Masyarakat yang cenderung rasional akan memilih kandidat sesuai dengan program kerjanya yang ditawarkan atau mampu memberikan solusi konkret terhadap persoalan masyarakat yang ada, tidak lagi tergantung pada persoalan ideologi apa yang dianut oleh seorang kandidat. 

Namun demikian, ketika solusi konkret dalam persoalan masyarakat belum juga terpecahkan atau program kerja ada yang tidak sesuai dengan harapan publik, para pemilih rasional bisa saja bersikap “subjektif” dalam menilai setiap kandidatnya yang akan dipilih.
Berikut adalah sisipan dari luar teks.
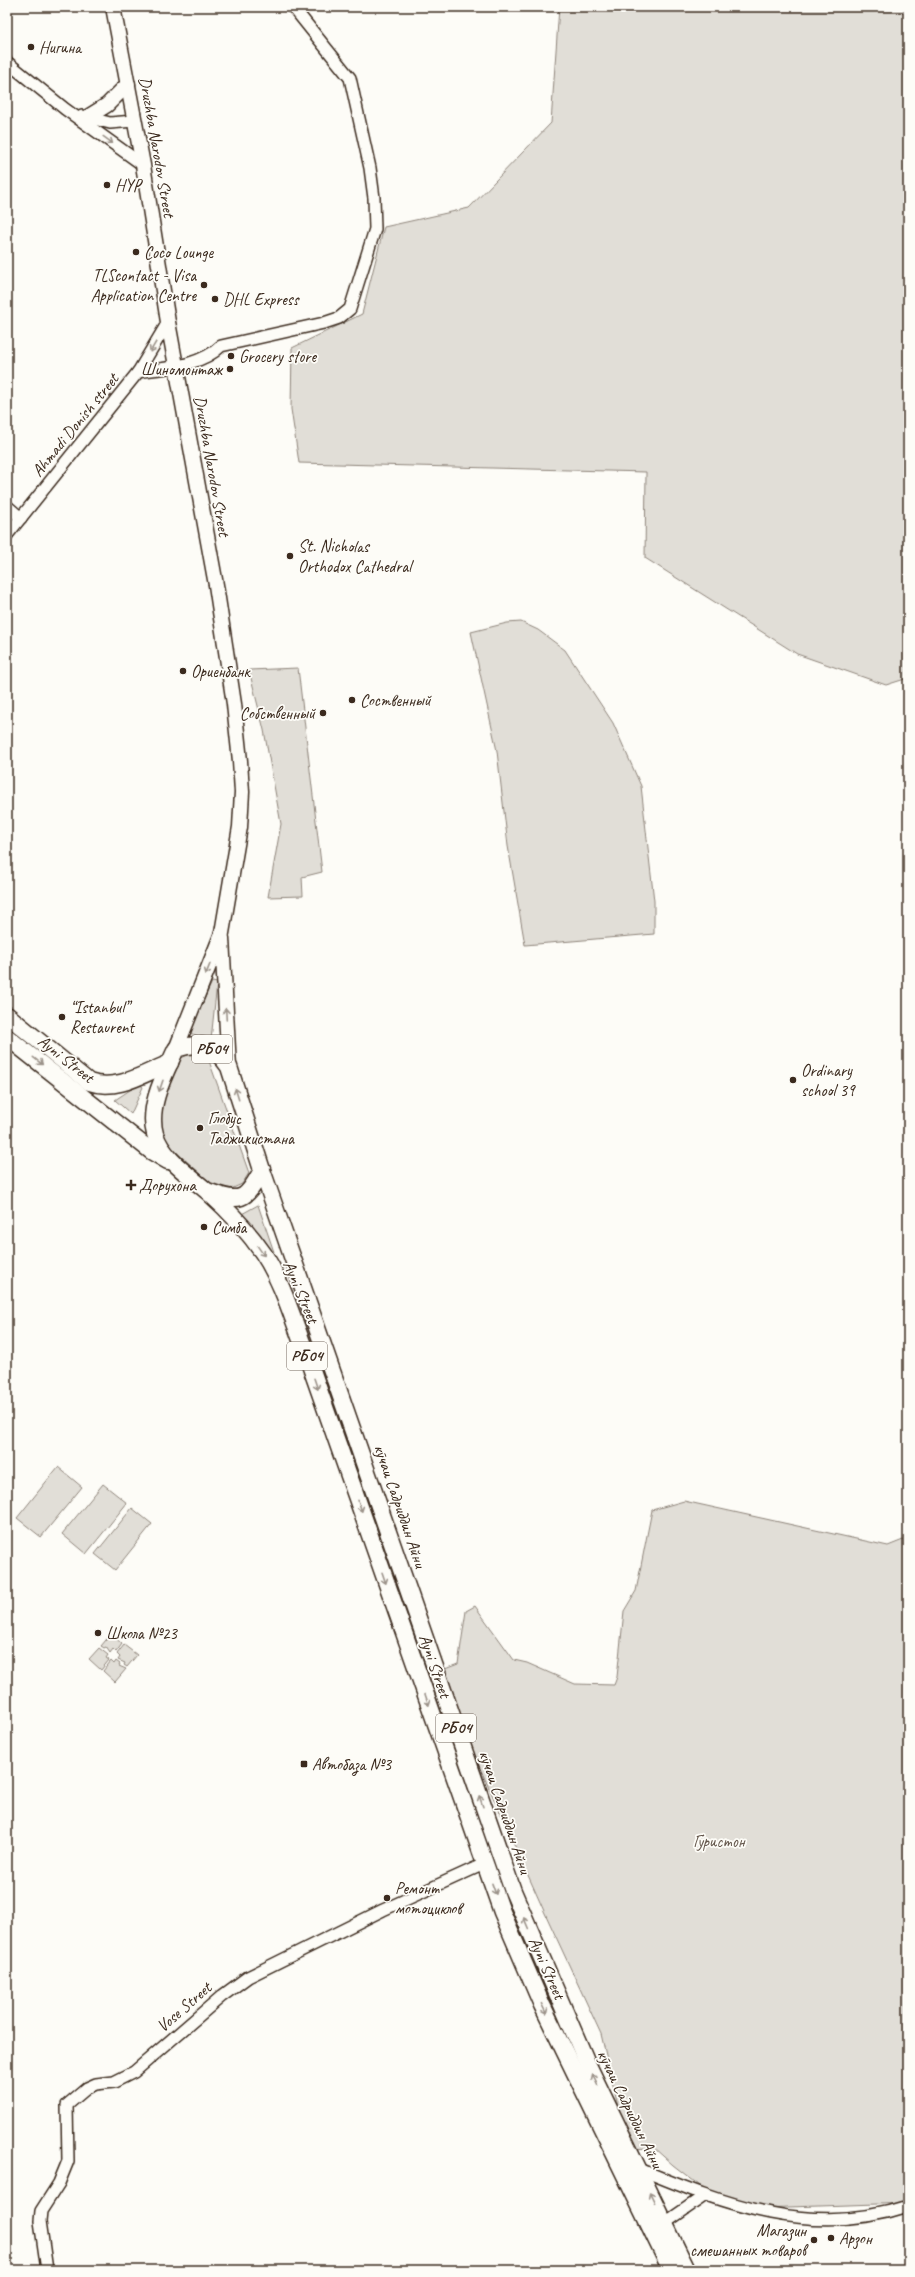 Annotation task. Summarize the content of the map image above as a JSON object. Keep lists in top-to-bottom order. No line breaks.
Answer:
{"streets":{"highway":["РБ04","Ayni Street","кӯчаи Садриддин Айни"],"main road":["Druzhba Narodov Street"],"street":["Ahmadi Donish street","Vose Street"]},"crossings":[["Druzhba Narodov Street","Ahmadi Donish street"],["РБ04","Ayni Street"],["РБ04","кӯчаи Садриддин Айни"],["Ayni Street","кӯчаи Садриддин Айни"],["Ayni Street","Vose Street"]],"one_way":["Ayni Street","кӯчаи Садриддин Айни"],"parks":["Гуристон"],"places":{"other":["Нигина","HYP","Coco Lounge","TLScontact - Visa Application Centre","DHL Express","Grocery store","Шиномонтаж","St. Nicholas Orthodox Cathedral","Ориенбанк","Соственный","Собственный","“Istanbul” Restaurent","Ordinary school 39","Глобус Таджикистана","Симба","Школа №23","Ремонт мотоциклов","Арзон","Магазин смешанных товаров"],"health":["Дорухона"],"transit":["Автобаза №3"]}} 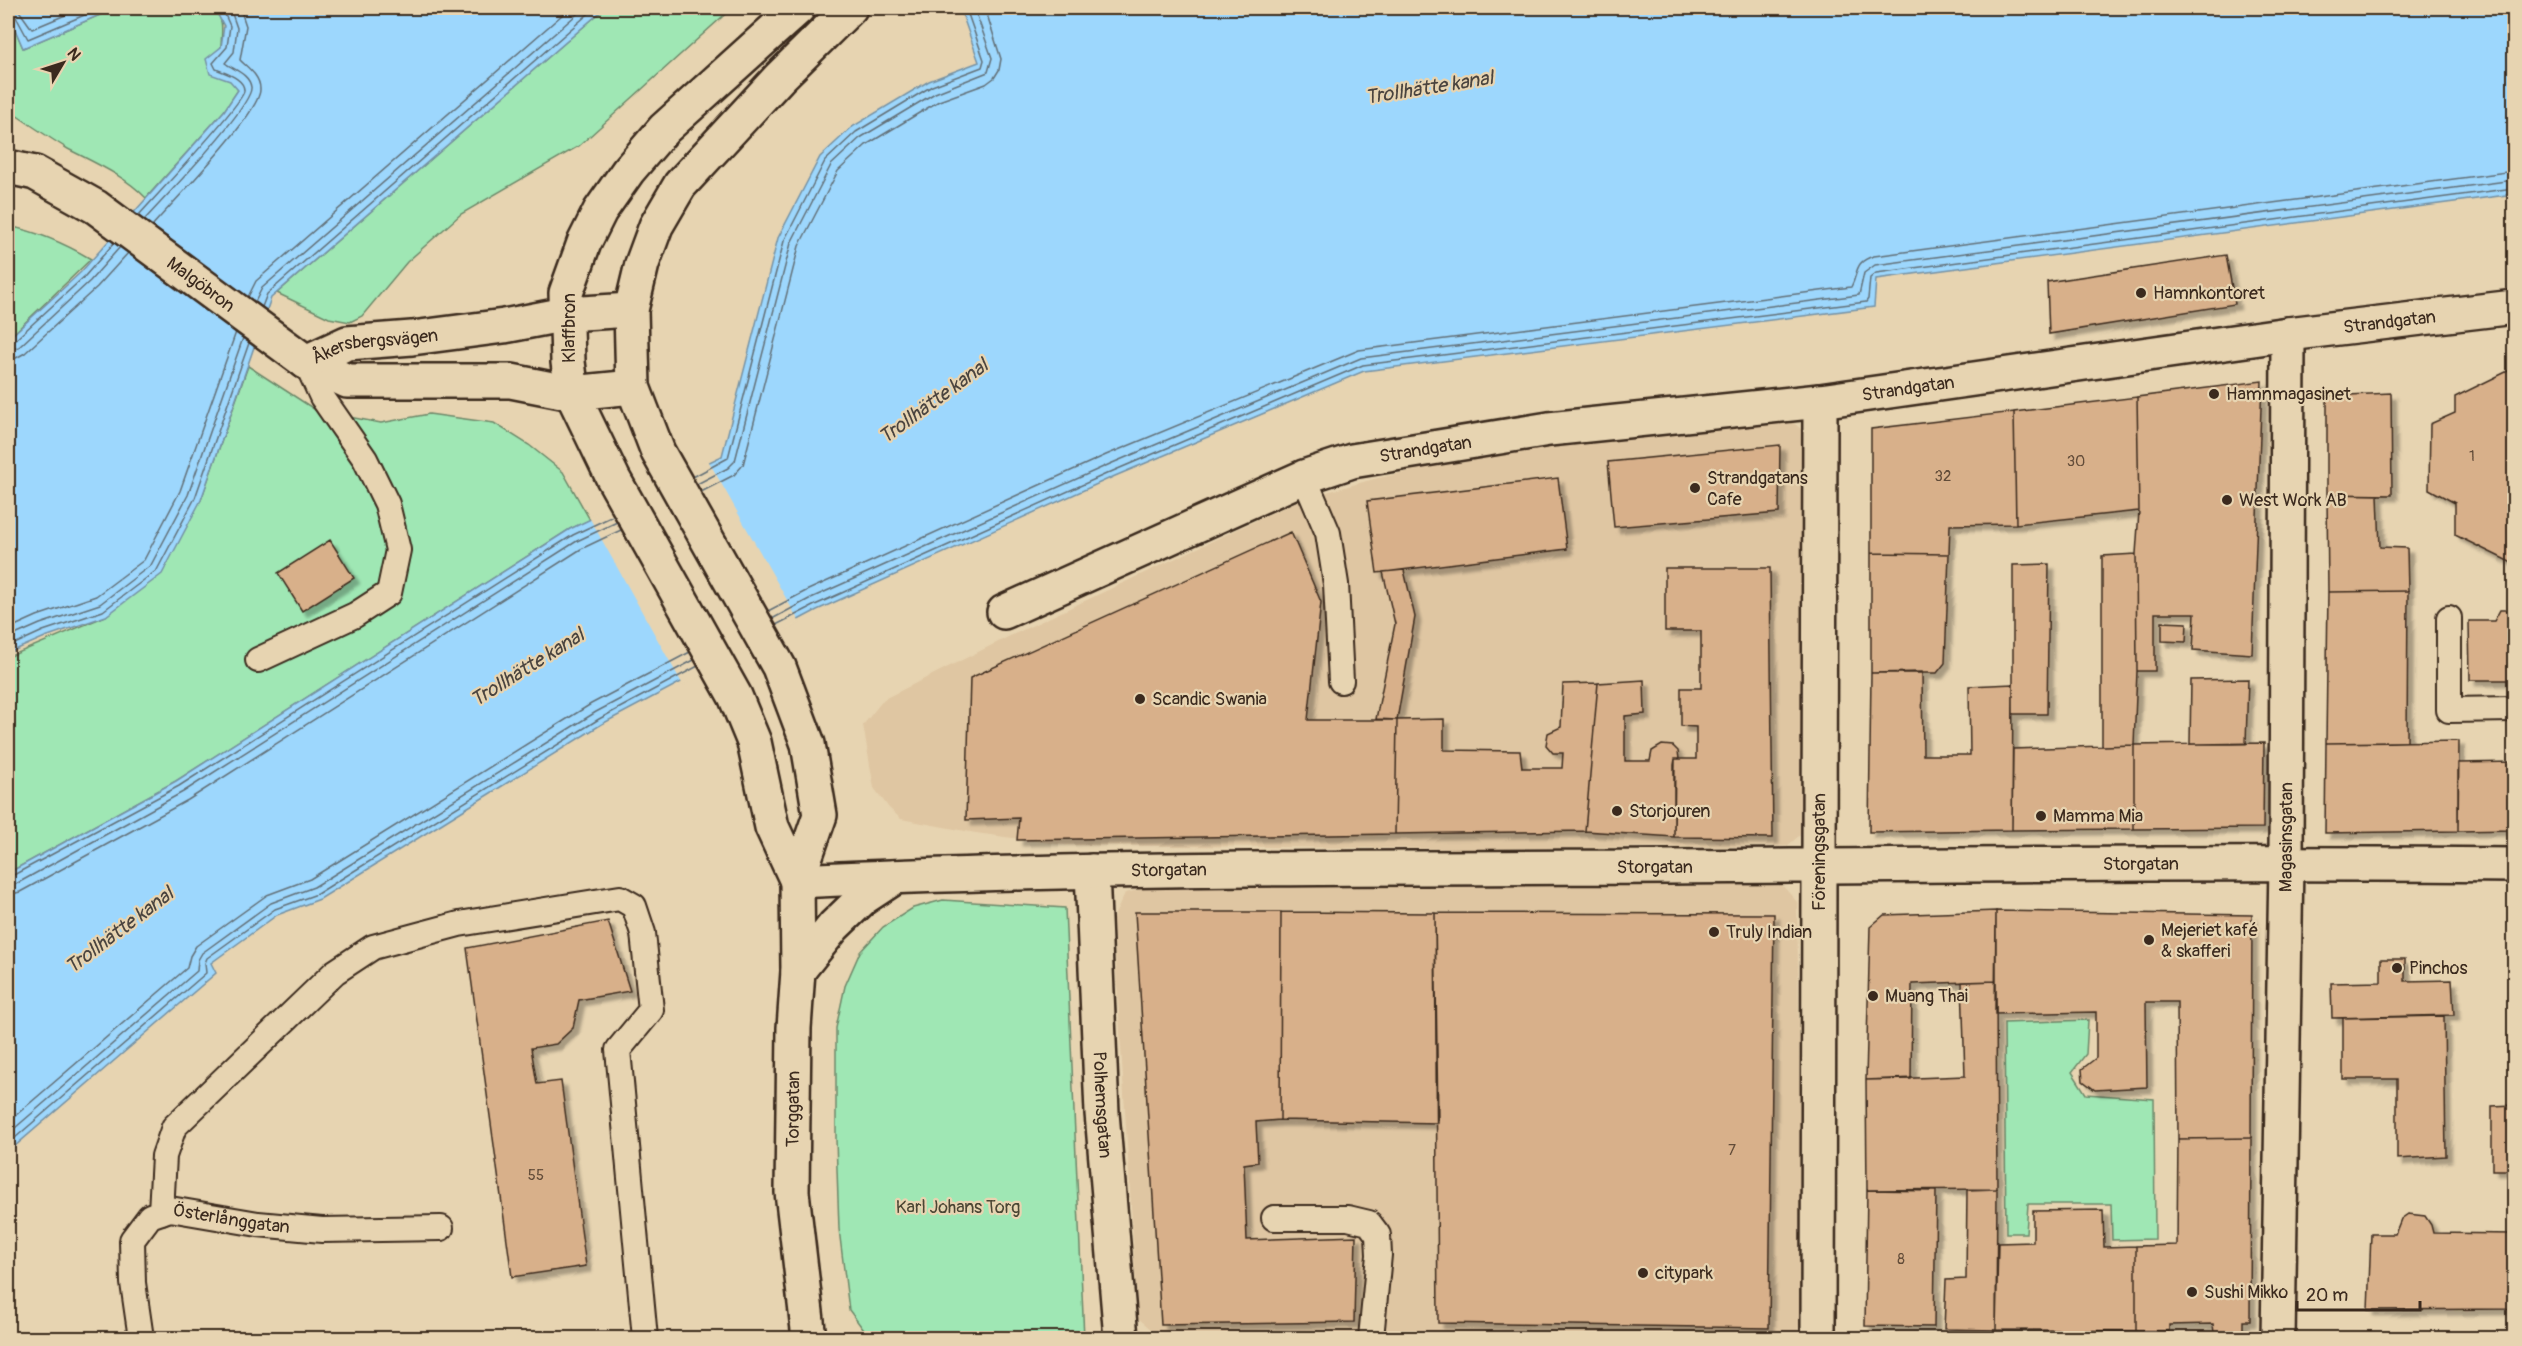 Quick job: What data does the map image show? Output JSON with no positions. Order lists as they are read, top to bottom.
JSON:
{
  "streets": {
    "street": [
      "Malgöbron",
      "Strandgatan",
      "Klaffbron",
      "Åkersbergsvägen",
      "Magasinsgatan",
      "Föreningsgatan",
      "Storgatan",
      "Polhemsgatan",
      "Torggatan"
    ],
    "lane": ["Österlånggatan"]
  },
  "crossings": [
    ["Malgöbron", "Åkersbergsvägen"],
    ["Strandgatan", "Magasinsgatan"],
    ["Strandgatan", "Föreningsgatan"],
    ["Klaffbron", "Åkersbergsvägen"],
    ["Klaffbron", "Torggatan"],
    ["Åkersbergsvägen", "Torggatan"],
    ["Magasinsgatan", "Storgatan"],
    ["Föreningsgatan", "Storgatan"],
    ["Storgatan", "Polhemsgatan"],
    ["Storgatan", "Torggatan"]
  ],
  "water": ["Trollhätte kanal"],
  "parks": ["Karl Johans Torg"],
  "places": [
    "Hamnkontoret",
    "Hamnmagasinet",
    "Strandgatans Cafe",
    "West Work AB",
    "Scandic Swania",
    "Storjouren",
    "Mamma Mia",
    "Truly Indian",
    "Mejeriet kafé & skafferi",
    "Pinchos",
    "Muang Thai",
    "citypark",
    "Sushi Mikko"
  ],
  "house_numbers": [
    "1",
    "30",
    "32",
    "7",
    "55",
    "8"
  ],
  "scale_bar": "20 m",
  "north": "top right"
} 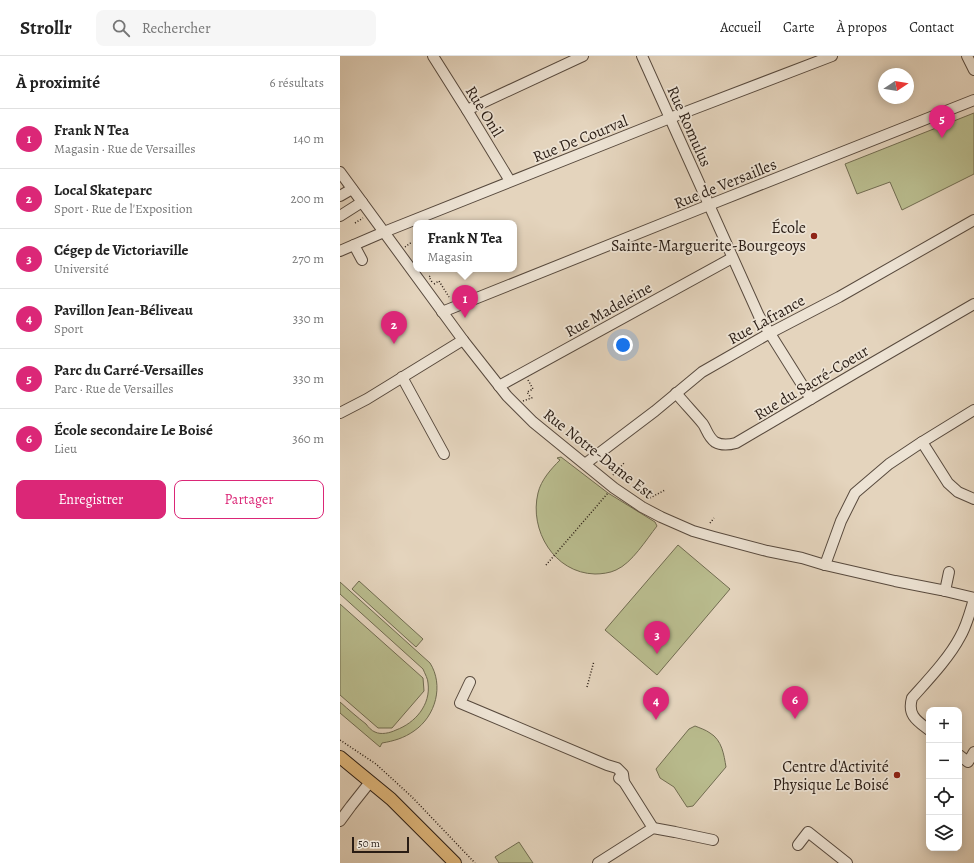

Subjektivitas pemilih di Jakarta merupakan perpaduan antara unsur rasional dan non-rasional dalam hal politik. Umumnya, model masyarakat seperti ini membentuk sebuah masyarakat kritis dalam mengapresiasi setiap hal yang bernuansa politis.

Dalam banyak hal, kecenderungan para pemilih yang relatif rasional seperti di Jakarta, dilihat dari apresiasi mereka kepada setiap kandidatnya, dapat dibedakan kedalam dua tipologi. Pertama, para pemilih yang berorientasi kepada “policy problem solving” dan Kedua para pemilih yang cenderung berorientasi “ideology”. 

Meskipun terkadang kedua orientasi ini bisa saja berpadu dan hadir secara bersamaan pada setiap individu pemilih, tetapi seringkali salah satunya akan terlihat nampak lebih dominan. Tipologi pemilih yang disebut pertama biasanya lebih banyak melihat kepada keberhasilan kinerja (back ward looking) atau program kerja yang ditawarkan (forward looking) oleh masing-masing kandidat. 

Kelompok ini cenderung tidak peduli terhadap ideologi apa yang dianut atau nilai-nilai apa yang dapat diambil dari seorang kontestan politik yang akan dipilihnya. Selama mereka yakin bahwa program kerja yang ditawarkan dapat memberikan solusi kepada masyarakat, mereka akan cenderung memilih kandidat yang dalam pandangan mereka mampu bekerja secara lebih baik.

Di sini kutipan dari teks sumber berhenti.